+++ SUPPLIED INFORMATION +++
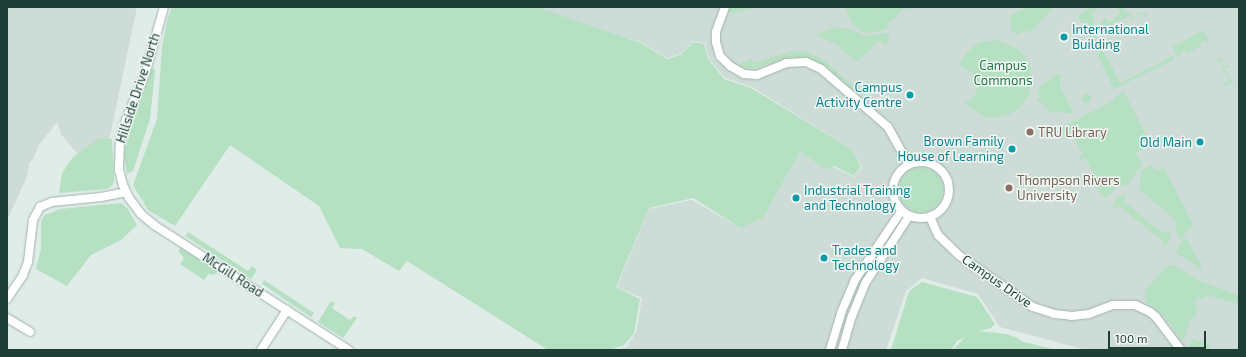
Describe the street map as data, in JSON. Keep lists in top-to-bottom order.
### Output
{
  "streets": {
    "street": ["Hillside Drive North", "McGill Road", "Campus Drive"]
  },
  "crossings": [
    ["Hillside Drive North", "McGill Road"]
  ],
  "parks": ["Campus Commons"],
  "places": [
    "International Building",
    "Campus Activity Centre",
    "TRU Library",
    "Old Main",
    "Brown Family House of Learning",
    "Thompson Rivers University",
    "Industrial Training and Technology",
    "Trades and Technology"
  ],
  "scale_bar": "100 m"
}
+++
+++ SUPPLIED INFORMATION +++
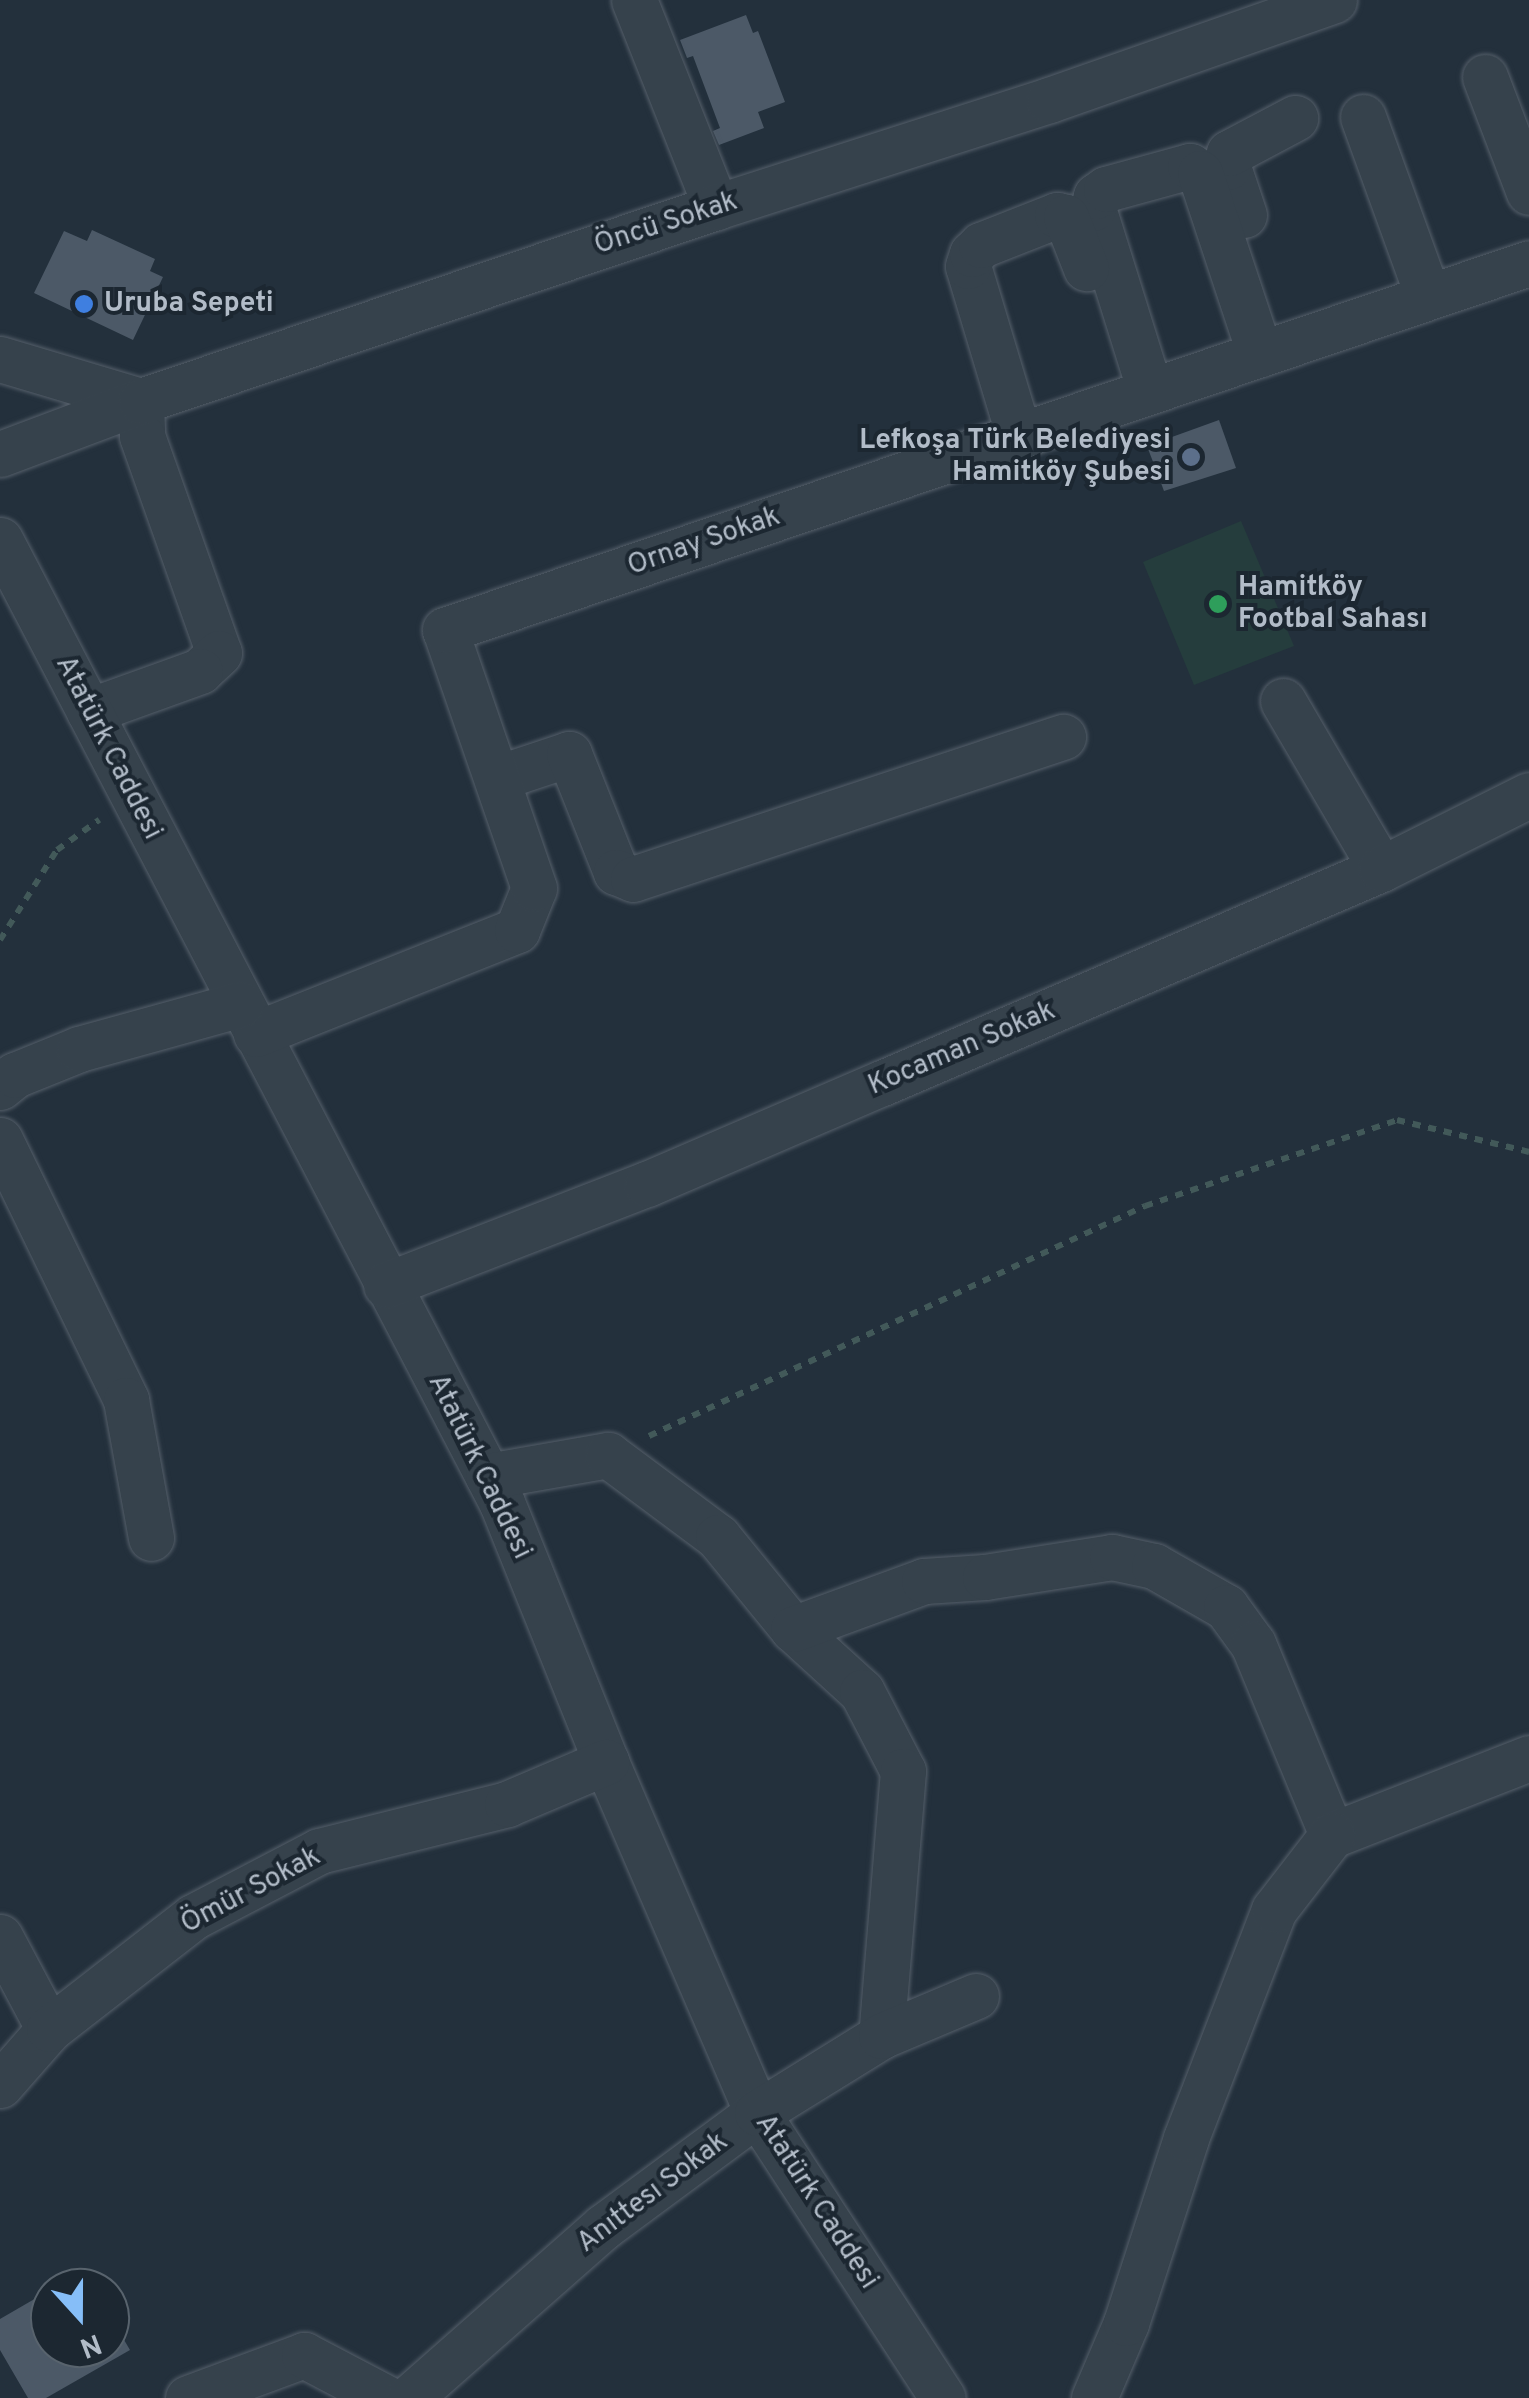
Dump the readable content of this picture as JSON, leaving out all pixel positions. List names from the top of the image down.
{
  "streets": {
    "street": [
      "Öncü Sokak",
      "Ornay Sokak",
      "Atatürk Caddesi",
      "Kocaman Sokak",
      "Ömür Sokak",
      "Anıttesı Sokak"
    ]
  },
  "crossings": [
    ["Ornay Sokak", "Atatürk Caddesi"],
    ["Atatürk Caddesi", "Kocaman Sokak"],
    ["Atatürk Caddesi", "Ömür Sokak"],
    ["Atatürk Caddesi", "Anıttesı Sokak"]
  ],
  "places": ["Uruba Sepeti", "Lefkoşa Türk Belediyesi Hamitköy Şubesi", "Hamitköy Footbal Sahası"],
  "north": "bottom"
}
+++
+++ SUPPLIED INFORMATION +++
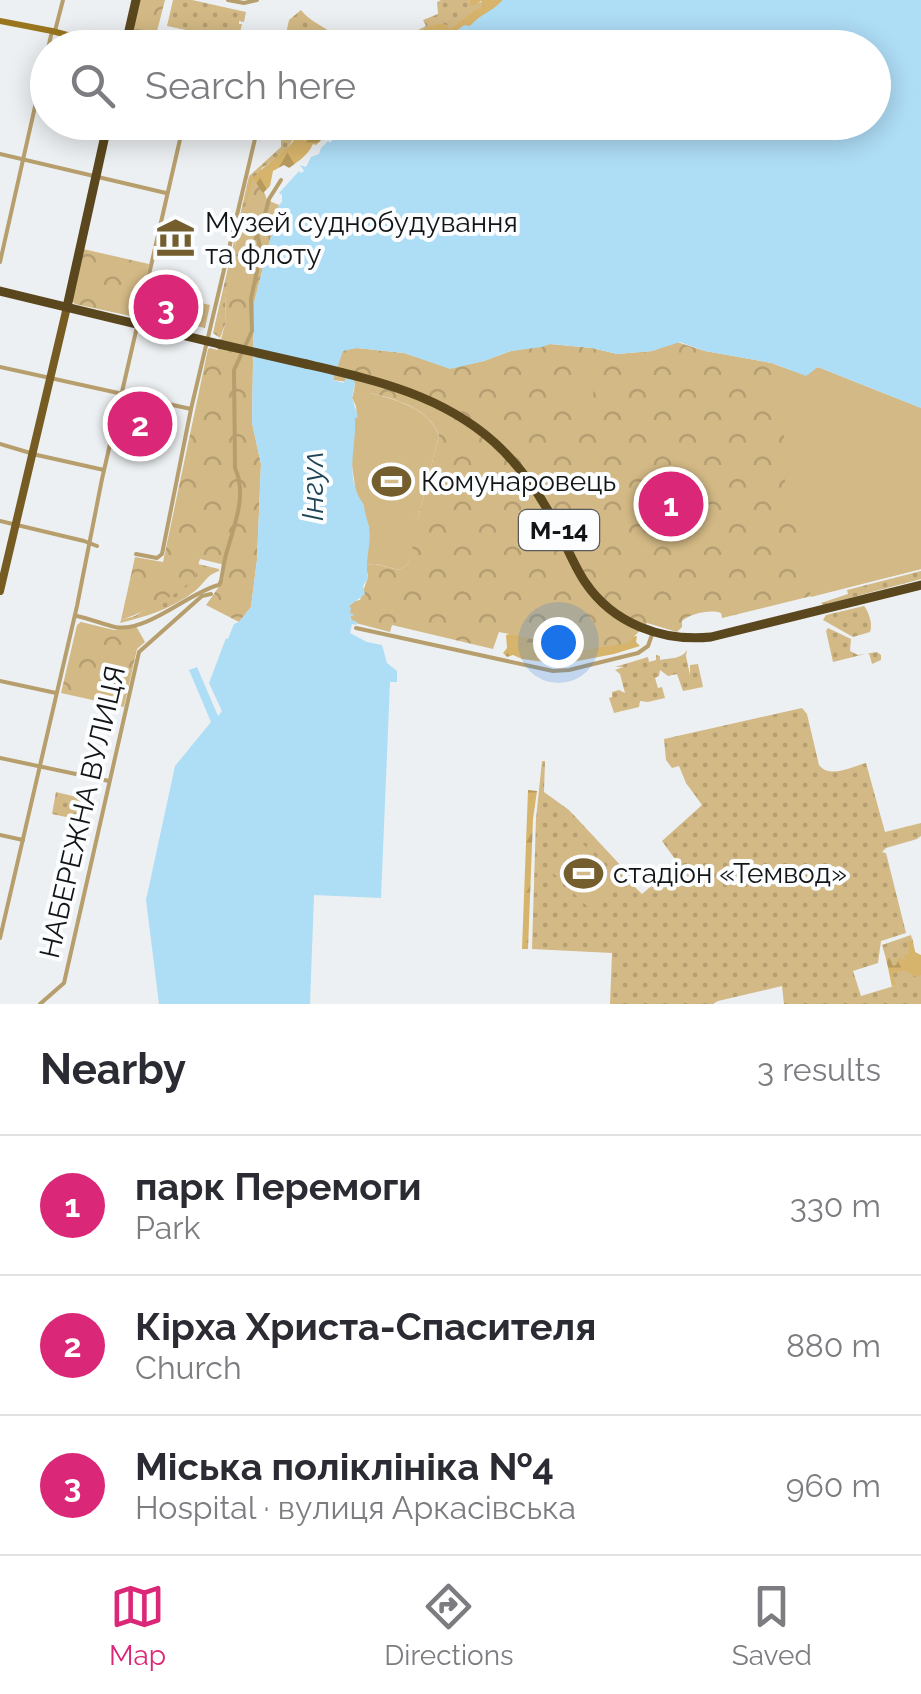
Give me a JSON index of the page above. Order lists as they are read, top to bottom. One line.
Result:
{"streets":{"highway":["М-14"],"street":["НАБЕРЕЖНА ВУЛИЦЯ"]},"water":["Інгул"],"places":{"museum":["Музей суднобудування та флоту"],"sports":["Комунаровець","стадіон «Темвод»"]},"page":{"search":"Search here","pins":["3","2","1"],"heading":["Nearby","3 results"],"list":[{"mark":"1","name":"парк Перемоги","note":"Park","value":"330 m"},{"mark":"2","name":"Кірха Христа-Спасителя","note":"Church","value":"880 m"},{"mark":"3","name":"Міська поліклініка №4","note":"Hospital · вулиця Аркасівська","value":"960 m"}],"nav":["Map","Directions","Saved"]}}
+++
● TRY IT: Would you please copy every line in the data that contains the word "lists"?

● RESPONSE FOR THIS EXERCISE:
Describe the street map as data, in JSON. Keep lists in top-to-bottom order.
Give me a JSON index of the page above. Order lists as they are read, top to bottom. One line.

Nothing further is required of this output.